Rolling host cells induce intensive adherence of Dr producing bacteria at elevated shear stress.
(A-C) Formation of an increased adherence zone due to rolling of a detached host cell at shear stress of 1.15 pN μm-2. White arrows mark the positions of the rolling cell at a given time. Video S11 represents time-lapse videos of zone formation presented in panels (A-C). (D) Representative picture of Dr- E. coli washed through the flow chamber with an overgrown layer of T24 cells with budding and rolling cells at shear stress of 1.15 pN μm-2. Only several bacteria were accumulated in the field of view after 20 minutes of flow. (E) Representative picture of Dr+ E. coli washed through the flow chamber with a confluent layer of T24 cells (i.e., without budding and rolling cells) at shear stress of 1.15 pN μm-2. About 65 bacteria were accumulated in the field of view after 20 minutes of flow. (F) Representative picture of Dr+ E. coli washed through the flow chamber with overgrown layer of T24 cells and about 20 rolling host cells at shear stress of 1.15 pN μm-2. About 2200 bacteria were accumulated in field of view after 20 minutes of flow. In all pictures red arrows indicate the direction of flow, bars correspond to 50 μm. (G) The number of bound bacteria in the field of view in the accumulation experiments described in panels (D), (E) and (F). In panels (D) and (F), 23 ± 8 rolling host cells moved through the field of view. The error bars give 95% confidence intervals of 12 replicates. (H) Schematic depiction of possible outcomes of cell budding/exfoliation in the flow of bacteria-rich medium. The initially detached host cell remains attached to the cell line with a layer of adherent bacteria, and rolls along the surface pushed by the flow. It captures the incoming bacteria, acting as an obstacle, and deposits them on the cell layer surface as it rolls. Eventually, high flow or low bacterial concentration might lead to full detachment, or the cell can come to a full stop in low flow conditions, accumulating more bacteria as a typical obstacle.
Fig 8.
Model of adherence of Dr producing E. coli cells to T24 bladder cell lines at shear stress generated by fluid flow.

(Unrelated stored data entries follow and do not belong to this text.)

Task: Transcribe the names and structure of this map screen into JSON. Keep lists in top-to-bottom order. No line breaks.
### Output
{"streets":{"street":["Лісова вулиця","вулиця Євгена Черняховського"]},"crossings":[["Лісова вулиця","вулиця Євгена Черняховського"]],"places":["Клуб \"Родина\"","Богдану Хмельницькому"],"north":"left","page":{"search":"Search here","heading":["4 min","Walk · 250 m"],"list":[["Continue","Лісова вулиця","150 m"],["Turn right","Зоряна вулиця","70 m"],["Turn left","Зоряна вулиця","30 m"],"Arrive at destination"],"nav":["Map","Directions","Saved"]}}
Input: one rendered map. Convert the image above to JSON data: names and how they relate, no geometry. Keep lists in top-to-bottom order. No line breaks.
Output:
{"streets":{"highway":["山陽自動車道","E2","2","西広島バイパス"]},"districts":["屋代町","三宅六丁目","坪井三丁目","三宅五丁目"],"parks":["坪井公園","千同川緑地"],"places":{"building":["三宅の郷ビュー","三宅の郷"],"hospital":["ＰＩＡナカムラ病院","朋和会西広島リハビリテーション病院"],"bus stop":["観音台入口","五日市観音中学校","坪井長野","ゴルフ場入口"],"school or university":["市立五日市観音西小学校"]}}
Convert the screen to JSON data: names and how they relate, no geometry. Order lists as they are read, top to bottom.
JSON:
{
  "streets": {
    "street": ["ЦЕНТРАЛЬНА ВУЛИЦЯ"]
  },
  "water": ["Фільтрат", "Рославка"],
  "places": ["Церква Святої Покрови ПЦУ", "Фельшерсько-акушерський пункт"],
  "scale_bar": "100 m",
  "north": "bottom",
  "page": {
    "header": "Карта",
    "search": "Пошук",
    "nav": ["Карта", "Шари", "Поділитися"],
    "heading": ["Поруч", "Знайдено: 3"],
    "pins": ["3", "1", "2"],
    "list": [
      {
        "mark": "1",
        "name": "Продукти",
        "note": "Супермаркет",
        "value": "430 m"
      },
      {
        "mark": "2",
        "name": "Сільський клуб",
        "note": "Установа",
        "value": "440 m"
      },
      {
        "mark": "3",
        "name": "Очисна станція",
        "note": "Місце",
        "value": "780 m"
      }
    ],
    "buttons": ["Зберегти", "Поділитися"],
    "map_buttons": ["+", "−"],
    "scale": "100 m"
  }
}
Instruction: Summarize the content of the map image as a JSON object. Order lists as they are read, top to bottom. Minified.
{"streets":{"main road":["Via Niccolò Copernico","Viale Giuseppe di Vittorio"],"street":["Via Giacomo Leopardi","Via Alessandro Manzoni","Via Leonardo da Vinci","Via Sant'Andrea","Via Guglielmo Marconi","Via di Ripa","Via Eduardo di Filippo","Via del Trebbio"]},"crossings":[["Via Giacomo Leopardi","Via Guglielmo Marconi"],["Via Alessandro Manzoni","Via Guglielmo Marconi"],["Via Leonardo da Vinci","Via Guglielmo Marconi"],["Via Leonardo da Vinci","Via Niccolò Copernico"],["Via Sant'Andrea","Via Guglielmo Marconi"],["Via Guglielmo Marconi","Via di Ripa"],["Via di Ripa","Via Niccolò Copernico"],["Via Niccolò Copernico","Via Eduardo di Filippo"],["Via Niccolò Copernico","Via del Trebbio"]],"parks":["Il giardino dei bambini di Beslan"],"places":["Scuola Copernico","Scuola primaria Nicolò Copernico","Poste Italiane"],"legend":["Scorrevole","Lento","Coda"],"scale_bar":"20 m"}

Formation of DraE-DAF contacts upon initial contact between the bacterial and human cells. Transiently bound bacteria are anchored by few such interactions and are hence prone to dissociation in high shear stress conditions. Within seconds, the formation of further adhesin-receptor complexes reinforces the adherence, leaving the bacteria almost permanently attached to the cell line.